[[ SUPPLIED INFORMATION, beginning ]]

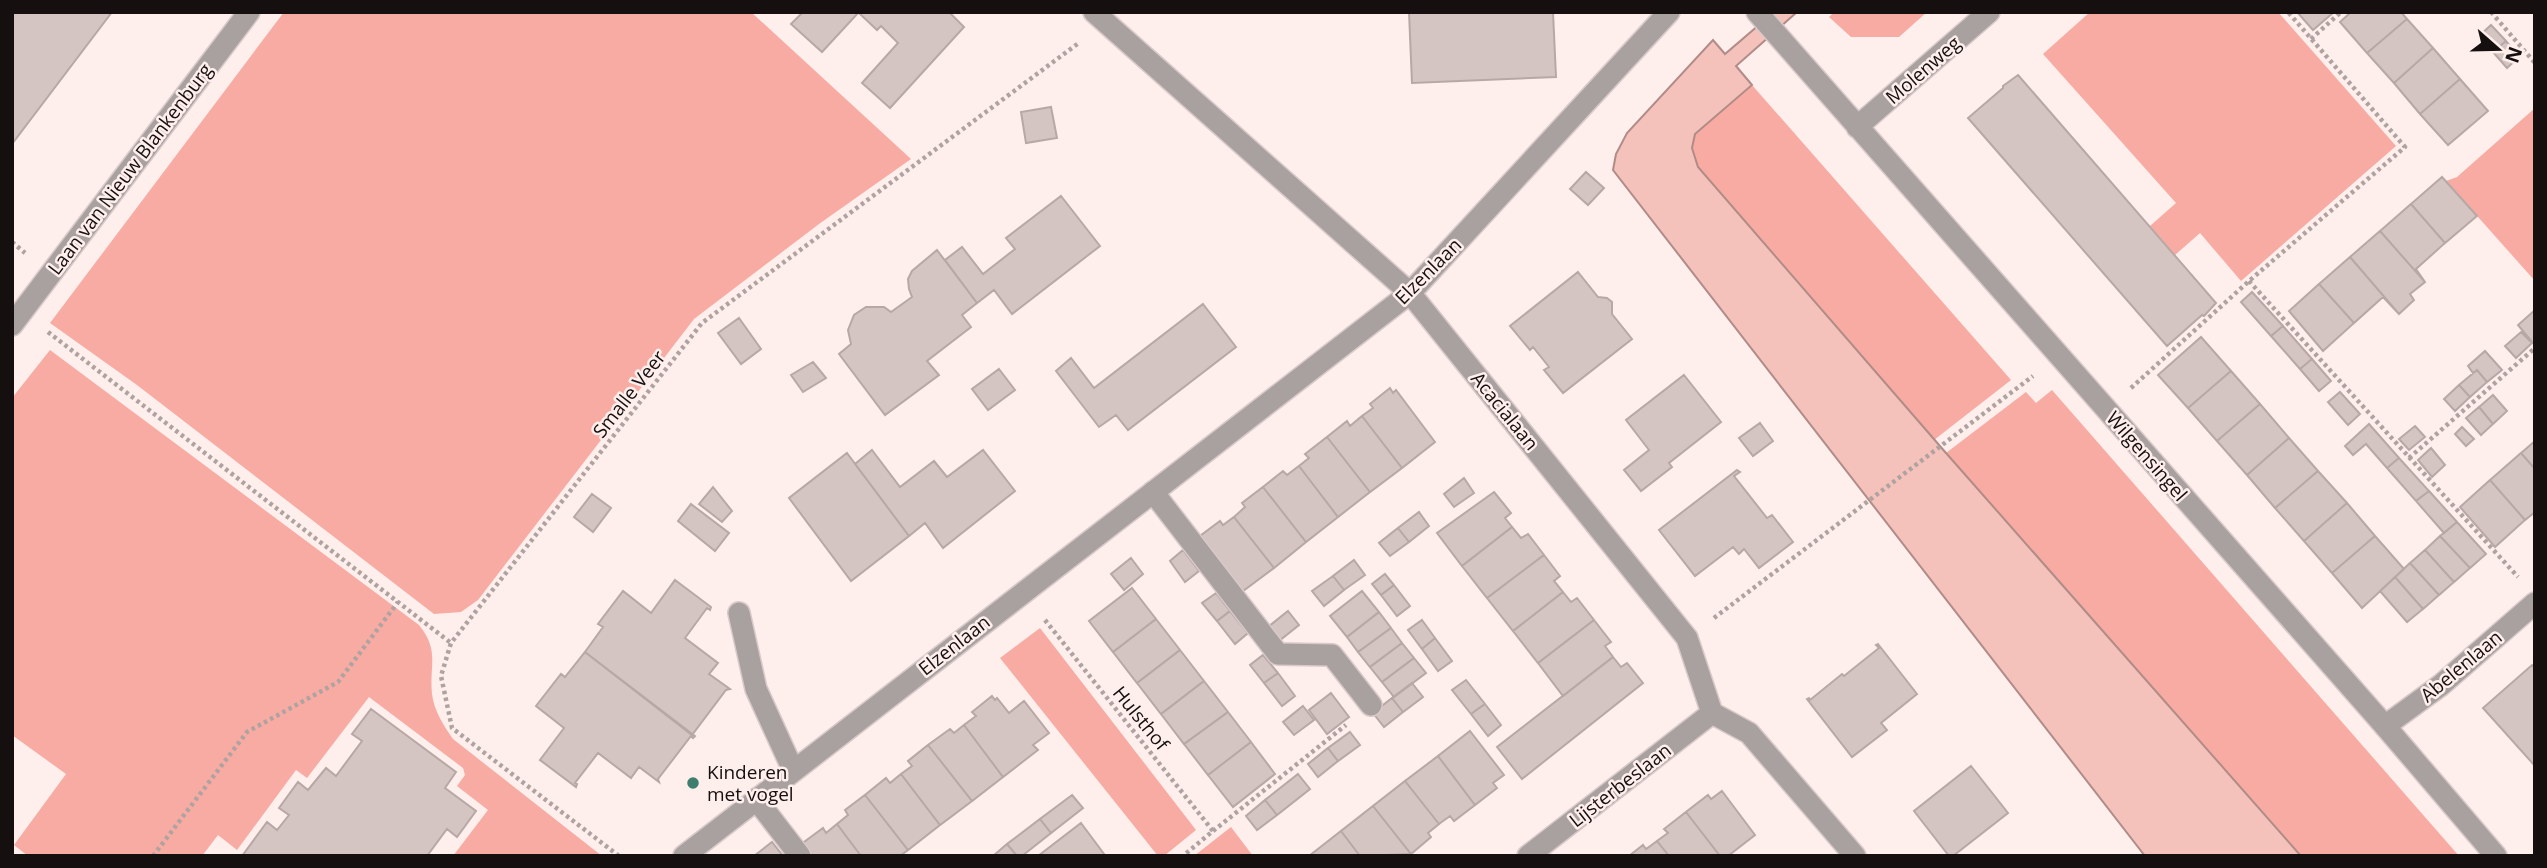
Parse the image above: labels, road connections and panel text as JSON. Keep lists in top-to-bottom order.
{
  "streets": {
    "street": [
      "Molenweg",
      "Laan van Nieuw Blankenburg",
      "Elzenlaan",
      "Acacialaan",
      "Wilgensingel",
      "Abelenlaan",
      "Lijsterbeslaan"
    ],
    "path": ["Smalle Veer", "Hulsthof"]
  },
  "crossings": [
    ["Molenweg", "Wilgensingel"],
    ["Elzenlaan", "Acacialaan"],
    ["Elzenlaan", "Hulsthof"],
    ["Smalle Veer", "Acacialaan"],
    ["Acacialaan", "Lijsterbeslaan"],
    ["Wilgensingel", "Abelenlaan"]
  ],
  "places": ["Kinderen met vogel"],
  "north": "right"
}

[[ SUPPLIED INFORMATION, end ]]

* ASSIGNED TASK: Pictures stay out of this copy; write out the entries above exactly.

* SOLUTION FOR THIS PROBLEM:
Parse the image above: labels, road connections and panel text as JSON. Keep lists in top-to-bottom order.
{
  "streets": {
    "street": [
      "Molenweg",
      "Laan van Nieuw Blankenburg",
      "Elzenlaan",
      "Acacialaan",
      "Wilgensingel",
      "Abelenlaan",
      "Lijsterbeslaan"
    ],
    "path": ["Smalle Veer", "Hulsthof"]
  },
  "crossings": [
    ["Molenweg", "Wilgensingel"],
    ["Elzenlaan", "Acacialaan"],
    ["Elzenlaan", "Hulsthof"],
    ["Smalle Veer", "Acacialaan"],
    ["Acacialaan", "Lijsterbeslaan"],
    ["Wilgensingel", "Abelenlaan"]
  ],
  "places": ["Kinderen met vogel"],
  "north": "right"
}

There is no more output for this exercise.